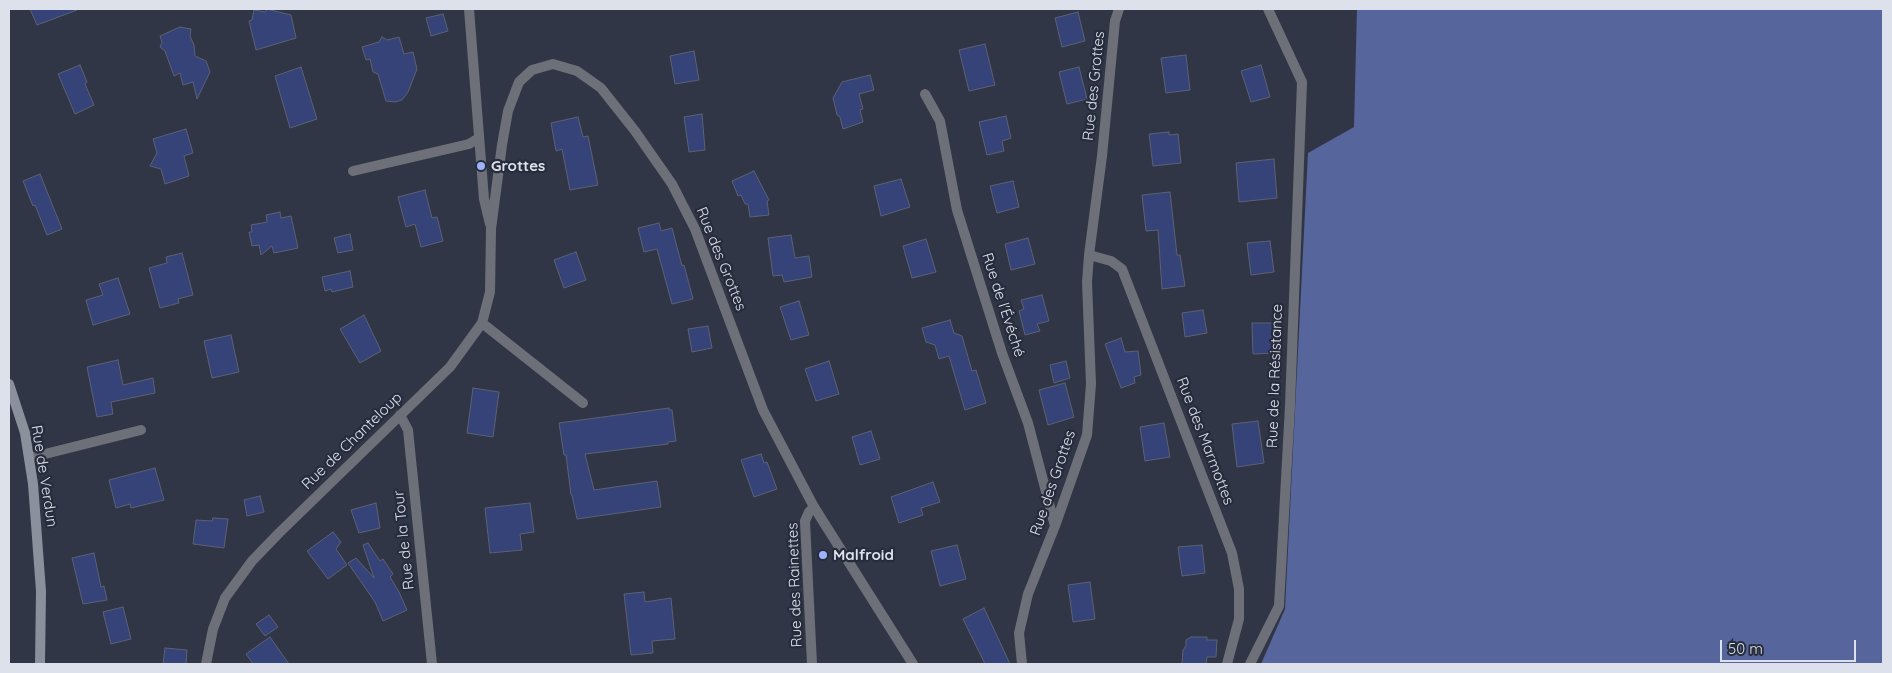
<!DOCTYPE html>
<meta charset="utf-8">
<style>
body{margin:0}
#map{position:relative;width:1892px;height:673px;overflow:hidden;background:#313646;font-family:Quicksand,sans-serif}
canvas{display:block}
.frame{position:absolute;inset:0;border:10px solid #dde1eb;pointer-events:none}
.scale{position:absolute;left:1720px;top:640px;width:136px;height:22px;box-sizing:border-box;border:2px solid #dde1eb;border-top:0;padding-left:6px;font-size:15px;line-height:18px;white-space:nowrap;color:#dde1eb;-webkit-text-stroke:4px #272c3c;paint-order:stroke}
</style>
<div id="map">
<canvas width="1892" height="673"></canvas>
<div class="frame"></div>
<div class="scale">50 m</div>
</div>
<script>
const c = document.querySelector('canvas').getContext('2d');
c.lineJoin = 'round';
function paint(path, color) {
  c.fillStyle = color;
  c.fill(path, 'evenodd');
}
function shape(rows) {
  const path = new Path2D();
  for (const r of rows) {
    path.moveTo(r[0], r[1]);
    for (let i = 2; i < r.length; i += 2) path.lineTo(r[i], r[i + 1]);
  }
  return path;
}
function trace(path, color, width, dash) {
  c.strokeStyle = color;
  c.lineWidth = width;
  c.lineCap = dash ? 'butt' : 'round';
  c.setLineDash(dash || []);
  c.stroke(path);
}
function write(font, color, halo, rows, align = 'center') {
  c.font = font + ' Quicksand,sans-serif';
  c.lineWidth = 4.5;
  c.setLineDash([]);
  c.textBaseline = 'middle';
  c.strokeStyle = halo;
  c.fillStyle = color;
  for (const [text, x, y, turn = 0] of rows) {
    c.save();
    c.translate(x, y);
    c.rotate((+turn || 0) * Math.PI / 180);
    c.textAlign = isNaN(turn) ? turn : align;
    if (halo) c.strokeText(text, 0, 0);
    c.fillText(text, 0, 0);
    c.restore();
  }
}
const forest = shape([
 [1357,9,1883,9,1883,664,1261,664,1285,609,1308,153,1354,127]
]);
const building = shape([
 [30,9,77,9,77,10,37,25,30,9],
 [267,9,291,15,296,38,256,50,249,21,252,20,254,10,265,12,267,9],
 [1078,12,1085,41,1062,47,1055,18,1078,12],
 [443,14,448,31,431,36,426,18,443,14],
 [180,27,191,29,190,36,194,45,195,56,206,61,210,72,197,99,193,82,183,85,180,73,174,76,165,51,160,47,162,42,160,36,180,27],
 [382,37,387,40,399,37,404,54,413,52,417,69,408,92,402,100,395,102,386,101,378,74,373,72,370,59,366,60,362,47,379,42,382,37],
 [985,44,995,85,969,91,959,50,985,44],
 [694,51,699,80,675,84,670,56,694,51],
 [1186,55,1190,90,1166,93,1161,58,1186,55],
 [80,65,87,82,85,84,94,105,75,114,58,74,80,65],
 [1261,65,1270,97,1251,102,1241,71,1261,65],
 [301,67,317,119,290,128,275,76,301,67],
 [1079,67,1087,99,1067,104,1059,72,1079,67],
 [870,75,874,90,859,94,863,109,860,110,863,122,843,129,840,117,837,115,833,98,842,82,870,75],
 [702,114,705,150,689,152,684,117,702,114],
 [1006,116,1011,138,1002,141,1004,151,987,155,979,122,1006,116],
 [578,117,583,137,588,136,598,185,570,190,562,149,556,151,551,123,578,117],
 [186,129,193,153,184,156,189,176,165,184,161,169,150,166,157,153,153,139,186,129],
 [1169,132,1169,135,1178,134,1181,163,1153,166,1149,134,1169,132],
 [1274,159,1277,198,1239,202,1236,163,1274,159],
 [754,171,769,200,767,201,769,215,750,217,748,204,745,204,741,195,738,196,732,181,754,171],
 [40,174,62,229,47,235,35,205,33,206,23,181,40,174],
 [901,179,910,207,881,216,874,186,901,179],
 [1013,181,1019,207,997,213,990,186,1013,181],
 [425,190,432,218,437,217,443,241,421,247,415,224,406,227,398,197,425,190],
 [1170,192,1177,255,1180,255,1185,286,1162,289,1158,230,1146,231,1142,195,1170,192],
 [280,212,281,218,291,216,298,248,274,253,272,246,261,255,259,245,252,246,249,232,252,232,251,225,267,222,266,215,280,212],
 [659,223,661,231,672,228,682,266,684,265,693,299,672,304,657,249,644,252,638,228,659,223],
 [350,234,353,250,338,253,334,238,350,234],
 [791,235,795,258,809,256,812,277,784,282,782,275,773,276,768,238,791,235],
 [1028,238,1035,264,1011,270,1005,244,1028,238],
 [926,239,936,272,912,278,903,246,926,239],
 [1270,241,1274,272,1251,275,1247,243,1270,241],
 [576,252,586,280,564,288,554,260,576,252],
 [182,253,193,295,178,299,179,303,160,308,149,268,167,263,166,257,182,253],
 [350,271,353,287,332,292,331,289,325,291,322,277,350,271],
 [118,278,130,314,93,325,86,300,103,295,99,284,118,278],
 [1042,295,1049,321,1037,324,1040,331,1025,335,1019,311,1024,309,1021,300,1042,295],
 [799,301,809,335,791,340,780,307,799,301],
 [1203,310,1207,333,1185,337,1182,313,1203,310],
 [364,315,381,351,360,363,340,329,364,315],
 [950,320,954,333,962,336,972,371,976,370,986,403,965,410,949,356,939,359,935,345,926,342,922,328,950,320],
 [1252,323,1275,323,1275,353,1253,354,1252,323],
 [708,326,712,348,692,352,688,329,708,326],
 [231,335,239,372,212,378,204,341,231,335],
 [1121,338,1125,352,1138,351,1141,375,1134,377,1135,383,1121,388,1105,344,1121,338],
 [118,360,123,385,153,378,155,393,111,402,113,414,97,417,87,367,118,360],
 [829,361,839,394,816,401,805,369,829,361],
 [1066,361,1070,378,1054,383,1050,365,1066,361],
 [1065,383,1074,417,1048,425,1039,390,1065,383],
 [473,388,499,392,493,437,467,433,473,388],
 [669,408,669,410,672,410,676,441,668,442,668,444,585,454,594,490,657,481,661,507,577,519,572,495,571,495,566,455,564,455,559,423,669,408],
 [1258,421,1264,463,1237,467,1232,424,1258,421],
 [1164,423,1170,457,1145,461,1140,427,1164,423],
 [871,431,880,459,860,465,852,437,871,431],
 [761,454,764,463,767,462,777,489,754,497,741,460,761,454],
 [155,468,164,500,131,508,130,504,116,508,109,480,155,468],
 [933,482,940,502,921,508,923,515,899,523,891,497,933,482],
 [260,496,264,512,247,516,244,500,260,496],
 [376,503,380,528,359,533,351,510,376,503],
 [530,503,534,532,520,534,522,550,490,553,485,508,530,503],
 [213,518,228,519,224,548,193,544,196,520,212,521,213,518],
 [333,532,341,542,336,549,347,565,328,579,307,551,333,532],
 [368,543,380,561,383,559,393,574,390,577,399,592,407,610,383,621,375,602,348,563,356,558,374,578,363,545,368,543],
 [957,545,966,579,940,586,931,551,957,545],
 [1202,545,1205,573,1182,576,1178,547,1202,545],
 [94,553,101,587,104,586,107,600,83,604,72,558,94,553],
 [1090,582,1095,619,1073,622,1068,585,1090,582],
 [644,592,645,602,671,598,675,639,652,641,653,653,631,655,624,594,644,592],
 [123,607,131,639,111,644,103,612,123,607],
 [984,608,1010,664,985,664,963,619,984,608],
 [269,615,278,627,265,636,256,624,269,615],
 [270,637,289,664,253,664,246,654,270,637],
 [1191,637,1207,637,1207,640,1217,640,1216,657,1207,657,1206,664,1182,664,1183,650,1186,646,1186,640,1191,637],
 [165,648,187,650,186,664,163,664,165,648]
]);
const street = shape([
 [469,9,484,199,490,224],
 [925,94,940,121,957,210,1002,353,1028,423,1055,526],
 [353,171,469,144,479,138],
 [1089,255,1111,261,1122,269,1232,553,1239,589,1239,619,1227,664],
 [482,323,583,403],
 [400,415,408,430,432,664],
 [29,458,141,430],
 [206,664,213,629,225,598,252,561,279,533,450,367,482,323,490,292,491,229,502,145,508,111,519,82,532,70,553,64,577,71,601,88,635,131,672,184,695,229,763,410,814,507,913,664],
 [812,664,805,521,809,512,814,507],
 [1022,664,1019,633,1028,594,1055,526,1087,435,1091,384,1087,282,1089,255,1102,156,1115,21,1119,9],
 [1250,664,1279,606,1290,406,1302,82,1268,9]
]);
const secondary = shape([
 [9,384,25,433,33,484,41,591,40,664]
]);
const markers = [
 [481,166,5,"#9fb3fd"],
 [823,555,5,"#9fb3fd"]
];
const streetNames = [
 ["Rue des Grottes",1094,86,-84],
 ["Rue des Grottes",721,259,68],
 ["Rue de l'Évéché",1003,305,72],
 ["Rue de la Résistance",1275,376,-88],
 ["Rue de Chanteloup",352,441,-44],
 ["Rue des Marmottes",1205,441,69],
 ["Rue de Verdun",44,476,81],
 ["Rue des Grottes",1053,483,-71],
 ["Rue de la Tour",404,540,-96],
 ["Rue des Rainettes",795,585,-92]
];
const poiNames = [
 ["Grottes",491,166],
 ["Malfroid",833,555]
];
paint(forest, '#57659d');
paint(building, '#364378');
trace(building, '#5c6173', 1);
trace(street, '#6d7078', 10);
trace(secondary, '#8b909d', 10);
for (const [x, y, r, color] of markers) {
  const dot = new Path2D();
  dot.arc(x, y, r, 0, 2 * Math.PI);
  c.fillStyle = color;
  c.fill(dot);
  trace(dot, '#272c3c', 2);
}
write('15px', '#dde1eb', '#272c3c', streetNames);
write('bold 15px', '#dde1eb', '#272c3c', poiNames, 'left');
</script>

★ ★ ★ ★

#### [How to complete this task]
Among the records, find the lines that contain "rows" and copy each of them.

#### [Output]
function shape(rows) {
  for (const r of rows) {
function write(font, color, halo, rows, align = 'center') {
  for (const [text, x, y, turn = 0] of rows) {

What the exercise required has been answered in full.